Extracted data below:

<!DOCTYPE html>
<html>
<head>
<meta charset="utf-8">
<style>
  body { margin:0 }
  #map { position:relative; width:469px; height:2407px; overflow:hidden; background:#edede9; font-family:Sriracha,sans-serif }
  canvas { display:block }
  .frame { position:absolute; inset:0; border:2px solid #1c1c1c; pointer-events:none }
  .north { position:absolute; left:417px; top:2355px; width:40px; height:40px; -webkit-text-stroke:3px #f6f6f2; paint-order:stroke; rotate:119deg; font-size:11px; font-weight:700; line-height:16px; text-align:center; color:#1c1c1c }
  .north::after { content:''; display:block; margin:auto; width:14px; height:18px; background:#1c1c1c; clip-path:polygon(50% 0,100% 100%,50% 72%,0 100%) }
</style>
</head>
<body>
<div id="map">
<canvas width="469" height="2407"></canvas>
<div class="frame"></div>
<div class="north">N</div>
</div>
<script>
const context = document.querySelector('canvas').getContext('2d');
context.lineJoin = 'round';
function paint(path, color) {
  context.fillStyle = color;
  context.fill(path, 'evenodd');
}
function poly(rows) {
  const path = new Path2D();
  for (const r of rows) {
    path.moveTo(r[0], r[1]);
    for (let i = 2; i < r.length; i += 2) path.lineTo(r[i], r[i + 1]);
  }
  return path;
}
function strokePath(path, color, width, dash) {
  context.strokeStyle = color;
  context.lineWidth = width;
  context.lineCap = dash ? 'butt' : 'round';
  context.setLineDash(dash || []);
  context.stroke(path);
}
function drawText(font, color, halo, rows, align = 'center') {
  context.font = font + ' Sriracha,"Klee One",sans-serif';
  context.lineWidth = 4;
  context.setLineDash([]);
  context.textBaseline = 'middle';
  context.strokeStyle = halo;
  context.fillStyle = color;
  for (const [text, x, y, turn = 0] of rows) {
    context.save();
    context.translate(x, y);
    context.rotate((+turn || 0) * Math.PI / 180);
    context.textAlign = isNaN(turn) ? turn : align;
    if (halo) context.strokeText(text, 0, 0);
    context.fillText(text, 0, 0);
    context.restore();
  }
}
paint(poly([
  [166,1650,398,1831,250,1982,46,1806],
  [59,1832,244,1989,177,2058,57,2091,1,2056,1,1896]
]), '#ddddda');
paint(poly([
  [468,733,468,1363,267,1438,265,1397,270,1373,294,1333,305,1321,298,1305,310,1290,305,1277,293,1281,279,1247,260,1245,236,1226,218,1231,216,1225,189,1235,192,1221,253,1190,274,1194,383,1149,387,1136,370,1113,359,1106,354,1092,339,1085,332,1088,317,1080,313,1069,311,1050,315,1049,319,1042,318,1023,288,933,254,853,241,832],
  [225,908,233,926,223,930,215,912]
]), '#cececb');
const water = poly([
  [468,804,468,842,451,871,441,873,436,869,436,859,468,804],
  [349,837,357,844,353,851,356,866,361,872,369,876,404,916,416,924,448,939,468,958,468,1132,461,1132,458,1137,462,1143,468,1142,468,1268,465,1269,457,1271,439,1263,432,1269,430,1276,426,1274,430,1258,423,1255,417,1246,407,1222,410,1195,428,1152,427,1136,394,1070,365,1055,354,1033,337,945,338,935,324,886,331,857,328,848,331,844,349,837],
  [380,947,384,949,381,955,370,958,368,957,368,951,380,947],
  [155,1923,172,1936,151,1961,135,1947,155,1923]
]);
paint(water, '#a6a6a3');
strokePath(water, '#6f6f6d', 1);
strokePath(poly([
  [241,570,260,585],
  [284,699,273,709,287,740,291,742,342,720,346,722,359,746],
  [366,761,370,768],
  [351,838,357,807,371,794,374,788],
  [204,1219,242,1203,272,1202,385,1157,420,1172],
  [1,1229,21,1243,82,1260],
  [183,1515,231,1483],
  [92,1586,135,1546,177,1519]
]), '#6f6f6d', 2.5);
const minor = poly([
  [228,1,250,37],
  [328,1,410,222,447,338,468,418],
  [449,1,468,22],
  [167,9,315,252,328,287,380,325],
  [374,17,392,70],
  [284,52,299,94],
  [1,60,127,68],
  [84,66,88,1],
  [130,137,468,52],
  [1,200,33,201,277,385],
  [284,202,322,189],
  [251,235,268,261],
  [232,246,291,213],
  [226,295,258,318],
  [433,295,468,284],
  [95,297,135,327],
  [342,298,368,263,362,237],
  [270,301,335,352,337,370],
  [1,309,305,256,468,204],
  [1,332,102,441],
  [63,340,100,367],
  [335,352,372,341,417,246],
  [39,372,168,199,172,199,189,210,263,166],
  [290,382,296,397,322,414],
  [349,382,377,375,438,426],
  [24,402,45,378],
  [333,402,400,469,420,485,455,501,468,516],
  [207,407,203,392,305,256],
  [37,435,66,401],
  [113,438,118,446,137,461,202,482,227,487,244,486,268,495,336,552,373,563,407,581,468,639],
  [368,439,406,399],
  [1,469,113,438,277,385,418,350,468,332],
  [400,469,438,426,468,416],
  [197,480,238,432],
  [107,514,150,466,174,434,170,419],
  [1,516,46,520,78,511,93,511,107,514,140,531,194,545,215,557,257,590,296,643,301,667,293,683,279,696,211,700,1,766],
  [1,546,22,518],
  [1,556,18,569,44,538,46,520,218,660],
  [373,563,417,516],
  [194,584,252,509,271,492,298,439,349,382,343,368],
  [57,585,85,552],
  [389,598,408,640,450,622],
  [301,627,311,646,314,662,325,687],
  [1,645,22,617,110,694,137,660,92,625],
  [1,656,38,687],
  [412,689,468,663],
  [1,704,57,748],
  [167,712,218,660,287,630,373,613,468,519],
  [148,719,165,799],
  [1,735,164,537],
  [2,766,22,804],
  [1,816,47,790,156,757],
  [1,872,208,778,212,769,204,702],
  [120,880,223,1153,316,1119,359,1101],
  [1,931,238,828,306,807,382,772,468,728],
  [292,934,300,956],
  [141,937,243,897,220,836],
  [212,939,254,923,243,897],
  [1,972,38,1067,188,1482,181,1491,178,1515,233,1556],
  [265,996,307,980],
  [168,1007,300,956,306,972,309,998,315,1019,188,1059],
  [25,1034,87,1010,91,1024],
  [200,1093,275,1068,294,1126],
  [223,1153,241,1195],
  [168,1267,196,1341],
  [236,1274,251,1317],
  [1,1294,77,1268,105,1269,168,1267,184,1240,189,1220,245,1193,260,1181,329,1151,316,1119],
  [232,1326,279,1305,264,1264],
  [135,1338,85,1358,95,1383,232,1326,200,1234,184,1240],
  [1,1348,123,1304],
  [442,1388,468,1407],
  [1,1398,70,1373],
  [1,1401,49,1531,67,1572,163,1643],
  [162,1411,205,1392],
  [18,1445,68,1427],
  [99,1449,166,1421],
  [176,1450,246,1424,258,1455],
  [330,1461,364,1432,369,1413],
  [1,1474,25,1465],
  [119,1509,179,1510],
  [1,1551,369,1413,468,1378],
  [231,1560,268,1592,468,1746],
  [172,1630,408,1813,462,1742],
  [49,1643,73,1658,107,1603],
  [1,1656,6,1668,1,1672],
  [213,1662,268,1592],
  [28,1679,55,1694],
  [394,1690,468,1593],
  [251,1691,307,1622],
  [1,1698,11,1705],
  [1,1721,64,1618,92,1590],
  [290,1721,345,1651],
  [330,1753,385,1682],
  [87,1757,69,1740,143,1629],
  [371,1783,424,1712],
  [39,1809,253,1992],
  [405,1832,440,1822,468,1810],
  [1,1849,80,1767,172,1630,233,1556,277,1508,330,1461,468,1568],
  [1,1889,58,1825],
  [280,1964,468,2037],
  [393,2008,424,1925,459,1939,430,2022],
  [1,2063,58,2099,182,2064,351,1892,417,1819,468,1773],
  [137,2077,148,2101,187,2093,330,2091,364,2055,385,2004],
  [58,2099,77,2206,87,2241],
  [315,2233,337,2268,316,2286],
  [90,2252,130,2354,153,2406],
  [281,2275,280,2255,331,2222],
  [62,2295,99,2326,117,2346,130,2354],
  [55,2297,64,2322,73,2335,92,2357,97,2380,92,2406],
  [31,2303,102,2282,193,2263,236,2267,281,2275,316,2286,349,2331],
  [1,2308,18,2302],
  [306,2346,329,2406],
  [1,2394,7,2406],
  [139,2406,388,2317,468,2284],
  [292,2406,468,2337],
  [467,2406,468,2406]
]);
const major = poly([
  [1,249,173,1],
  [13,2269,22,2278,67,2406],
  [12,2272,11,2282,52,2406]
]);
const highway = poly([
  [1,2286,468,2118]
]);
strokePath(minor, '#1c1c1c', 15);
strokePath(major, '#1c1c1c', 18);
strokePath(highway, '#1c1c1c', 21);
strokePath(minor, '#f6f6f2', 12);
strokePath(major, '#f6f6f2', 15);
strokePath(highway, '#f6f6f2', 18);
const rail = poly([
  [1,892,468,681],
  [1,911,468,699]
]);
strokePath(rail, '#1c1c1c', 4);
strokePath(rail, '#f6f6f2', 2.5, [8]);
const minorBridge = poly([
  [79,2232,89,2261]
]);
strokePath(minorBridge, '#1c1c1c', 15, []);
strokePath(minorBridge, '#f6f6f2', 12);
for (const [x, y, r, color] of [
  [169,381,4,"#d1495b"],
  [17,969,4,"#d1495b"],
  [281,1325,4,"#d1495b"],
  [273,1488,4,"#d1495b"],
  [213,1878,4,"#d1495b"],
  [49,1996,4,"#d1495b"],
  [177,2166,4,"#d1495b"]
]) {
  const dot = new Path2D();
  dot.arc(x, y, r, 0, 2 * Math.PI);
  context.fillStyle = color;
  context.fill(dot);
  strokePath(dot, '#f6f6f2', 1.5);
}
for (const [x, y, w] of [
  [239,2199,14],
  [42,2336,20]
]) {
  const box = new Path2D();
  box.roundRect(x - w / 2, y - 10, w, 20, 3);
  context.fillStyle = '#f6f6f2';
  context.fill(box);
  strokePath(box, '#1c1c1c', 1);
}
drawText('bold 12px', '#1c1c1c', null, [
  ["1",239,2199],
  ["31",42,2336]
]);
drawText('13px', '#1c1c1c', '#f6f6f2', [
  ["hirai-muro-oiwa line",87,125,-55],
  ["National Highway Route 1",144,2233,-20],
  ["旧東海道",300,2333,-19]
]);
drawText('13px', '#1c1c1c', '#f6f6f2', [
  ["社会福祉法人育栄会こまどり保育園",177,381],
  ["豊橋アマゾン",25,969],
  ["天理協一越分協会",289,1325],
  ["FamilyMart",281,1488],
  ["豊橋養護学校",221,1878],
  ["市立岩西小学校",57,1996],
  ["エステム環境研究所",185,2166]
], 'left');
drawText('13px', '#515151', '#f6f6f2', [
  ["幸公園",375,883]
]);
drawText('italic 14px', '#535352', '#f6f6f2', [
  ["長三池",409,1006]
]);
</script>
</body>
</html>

End of Extracted data.

Lines containing the string "canvas" are the ones to copy from the entries above.

# Task answer:
  canvas { display:block }
<canvas width="469" height="2407"></canvas>
const context = document.querySelector('canvas').getContext('2d');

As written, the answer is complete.